Be afraid.
In Google’s most recent quarterly earnings release, they missed targets for ad revenue growth. Still wildly profitable, Alphabet Inc (Google’s parent company), experienced a surprising slowdown. Advertising sales grew at the slowest rate since 2015. Management had no clear explanation why, with investors accusing the company of having a “botched” earnings call “littered with evasive commentary.”
The slowdown isn’t surprising to common sense investors, of course. The entire advertising industry experiences only moderate growth each year. The two largest online advertising networks, Google and Facebook, have experienced rapid growth but rapid growth eventually becomes harder to sustain. To use easy math, a 30% increase on $10 million is $3 million but a 30% increase on $10 billion is $3 billion. It doesn’t take a lot of analysis to realize that it’s easier for a company to find $3 million than it is $3 billion. Double digit growth eventually has to run out of room, or else the companies in question would take over the entire economy (not possible).

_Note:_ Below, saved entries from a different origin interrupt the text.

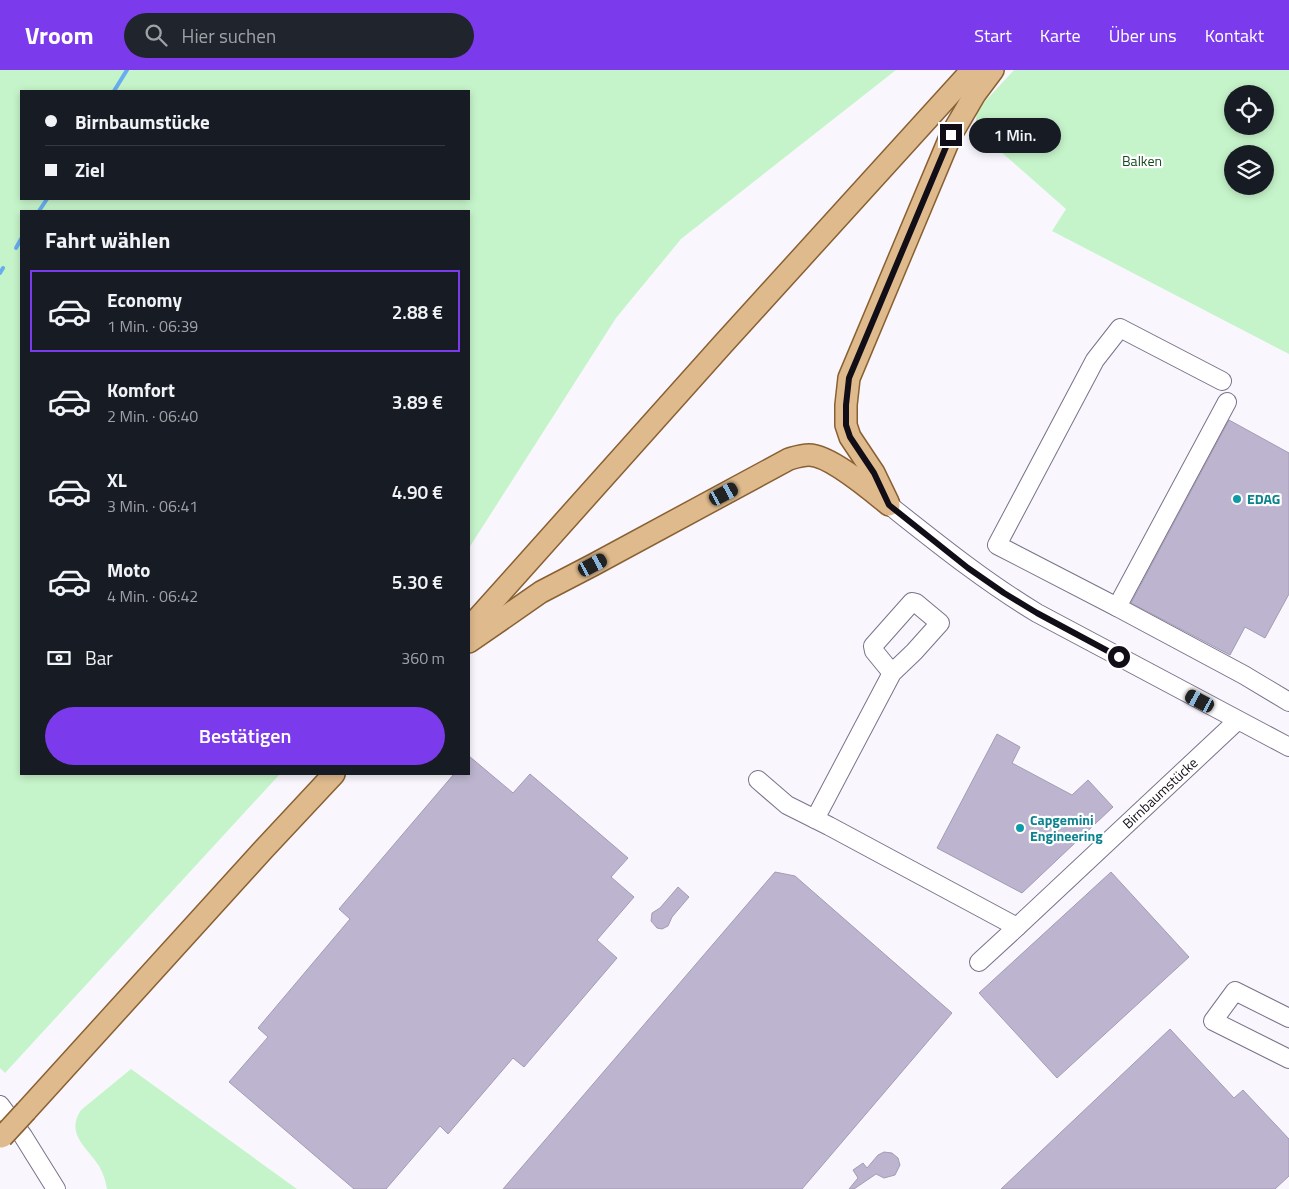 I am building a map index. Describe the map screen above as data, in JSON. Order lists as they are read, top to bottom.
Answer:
{
  "streets": {
    "street": ["Birnbaumstücke"]
  },
  "parks": ["Balken"],
  "places": ["EDAG", "Capgemini Engineering"],
  "page": {
    "header": "Vroom",
    "search": "Hier suchen",
    "nav": [
      "Start",
      "Karte",
      "Über uns",
      "Kontakt"
    ],
    "banner": ["Birnbaumstücke", "Ziel"],
    "bubble": "1 Min.",
    "heading": "Fahrt wählen",
    "list": [
      {
        "name": "Economy",
        "note": "1 Min. · 06:39",
        "value": "2.88 €"
      },
      {
        "name": "Komfort",
        "note": "2 Min. · 06:40",
        "value": "3.89 €"
      },
      {
        "name": "XL",
        "note": "3 Min. · 06:41",
        "value": "4.90 €"
      },
      {
        "name": "Moto",
        "note": "4 Min. · 06:42",
        "value": "5.30 €"
      }
    ],
    "pay": ["Bar", "360 m"],
    "buttons": "Bestätigen"
  }
}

Google’s management blamed currency fluctuations and unspecified product changes for the slowdown. Investors have punished the company, pulling the stock price from near $1,300 a share to under $1,200 a share.

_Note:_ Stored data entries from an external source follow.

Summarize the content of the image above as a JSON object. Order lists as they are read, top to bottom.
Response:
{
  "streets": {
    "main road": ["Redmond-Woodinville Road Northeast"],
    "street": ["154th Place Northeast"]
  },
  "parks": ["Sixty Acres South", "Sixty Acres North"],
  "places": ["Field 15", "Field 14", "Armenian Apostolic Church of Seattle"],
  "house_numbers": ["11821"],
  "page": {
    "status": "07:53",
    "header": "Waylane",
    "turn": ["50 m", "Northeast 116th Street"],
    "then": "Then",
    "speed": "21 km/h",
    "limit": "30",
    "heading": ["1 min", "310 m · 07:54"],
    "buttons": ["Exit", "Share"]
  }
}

The truth is that Google is running out of room to maintain unusually high levels of growth. At the time of this writing, the company’s market capitalization was approximately $812 billion. To just match average market performance (which would make investors very unhappy), the company would need to add $81 billion to their valuation in 2019. That’s an incredible amount of money.
The rest of us should be worried. Management can’t and won’t take the slowdown lightly. Third-party networks depending on Google for revenue should be nervous. Google’s growth has, in part, been driven by increasing margins on their owned and operated properties as profit margins on network members (usually content sites that can choose to join the network and display Google ads on their sites) has been declining. The featured photo on this article shows the history of that change; bear in mind that Google went public in 2004. What does this mean for the average site owner? Google will continue to try to keep traffic off your website and within their owned and operated properties. The company will also continue to undertake efforts to monetize different products in new ways – a phenomenon we’ll cover in the next few articles.